Farm and Ranch March 5, 2007 This year will witness historic adjustments in fuel crop production. That's what USDA chief economist Keith Collins told the department's Outlook Forum last week. It's based on soaring corn prices and corn demand.
Collins: "We foresee corn planted area for 2007 increasing 8.7 million acres to 87 million acres in 2007. It would be the highest corn plantings in 60 years in the United States. And the biggest one year increase, you have to go back to the supply control period of the 1980's to see an annual change this big."
Collins said those corn acres will come from soybeans in the Midwest, spring wheat in the Northern Plains and cotton in the South.
With normal yields those corn acres could produce a record crop of over 12 billion bushels.
Collins: "But even with that increase we think production will fall short of demand and stocks, already expected to be low, will decline even further."
Making things extremely volatile if there is bad weather in corn country this year.
As for wheat, USDA is expecting total plantings of 60 million acres, up 2.7 million from last year.
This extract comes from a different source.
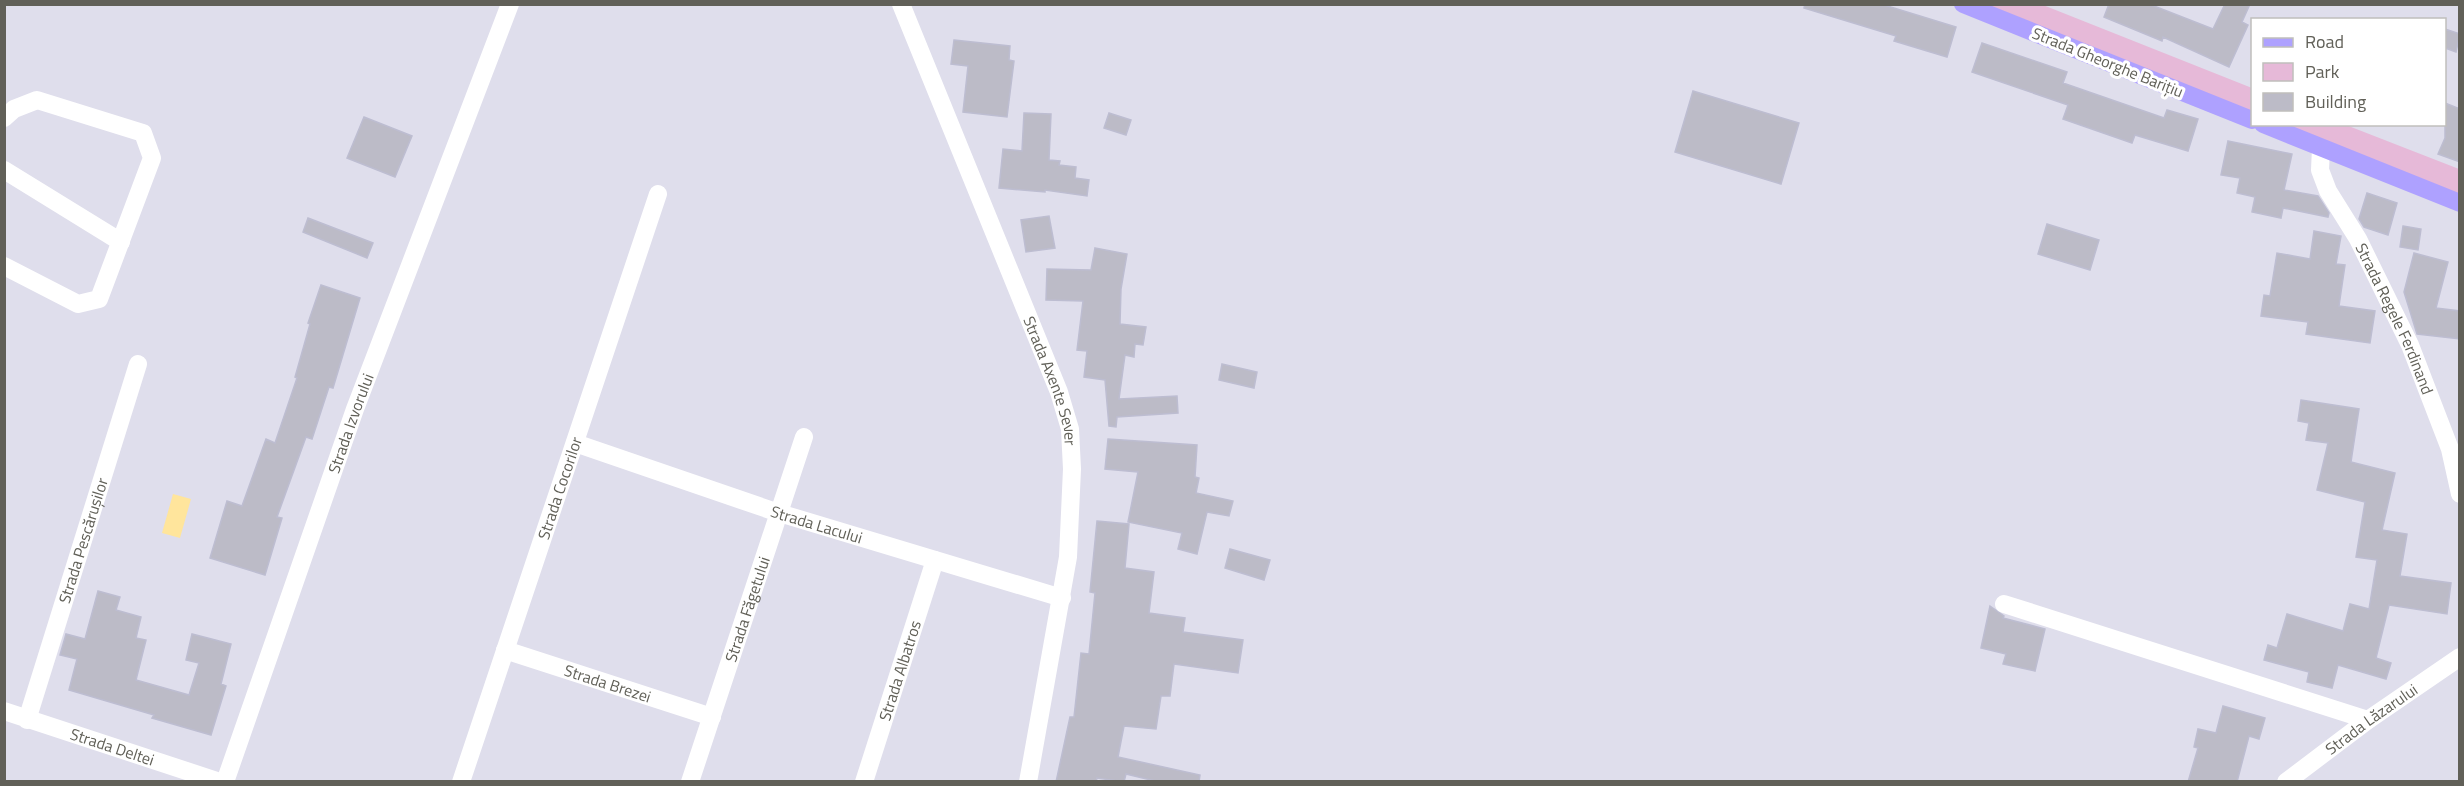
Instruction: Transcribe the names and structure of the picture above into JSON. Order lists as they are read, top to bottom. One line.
{"streets":{"main road":["Strada Gheorghe Barițiu"],"street":["Strada Regele Ferdinand","Strada Axente Sever","Strada Izvorului","Strada Cocorilor","Strada Lacului","Strada Pescărușilor","Strada Făgetului","Strada Albatros","Strada Brezei","Strada Lăzarului","Strada Deltei"]},"crossings":[["Strada Axente Sever","Strada Lacului"],["Strada Cocorilor","Strada Lacului"],["Strada Cocorilor","Strada Brezei"],["Strada Lacului","Strada Făgetului"],["Strada Lacului","Strada Albatros"],["Strada Pescărușilor","Strada Deltei"],["Strada Făgetului","Strada Brezei"]],"legend":["Road","Park","Building"]}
With normal yields USDA says that would produce a crop of nearly 2.2 billion bushels and a season average price of $4.30 a bushel, a nickel higher than for this past crop.
USDA sees reduced plantings of soybeans at 70.5 million acres. Production is estimated at 2.9 billion bushels with an average price of $7.10 a bushel.
The season average price for corn is estimated to be $3.60 a bushel.
I'm Bob Hoff and that's the Northwest Farm and Ranch Report on the Northwest Ag Information Network.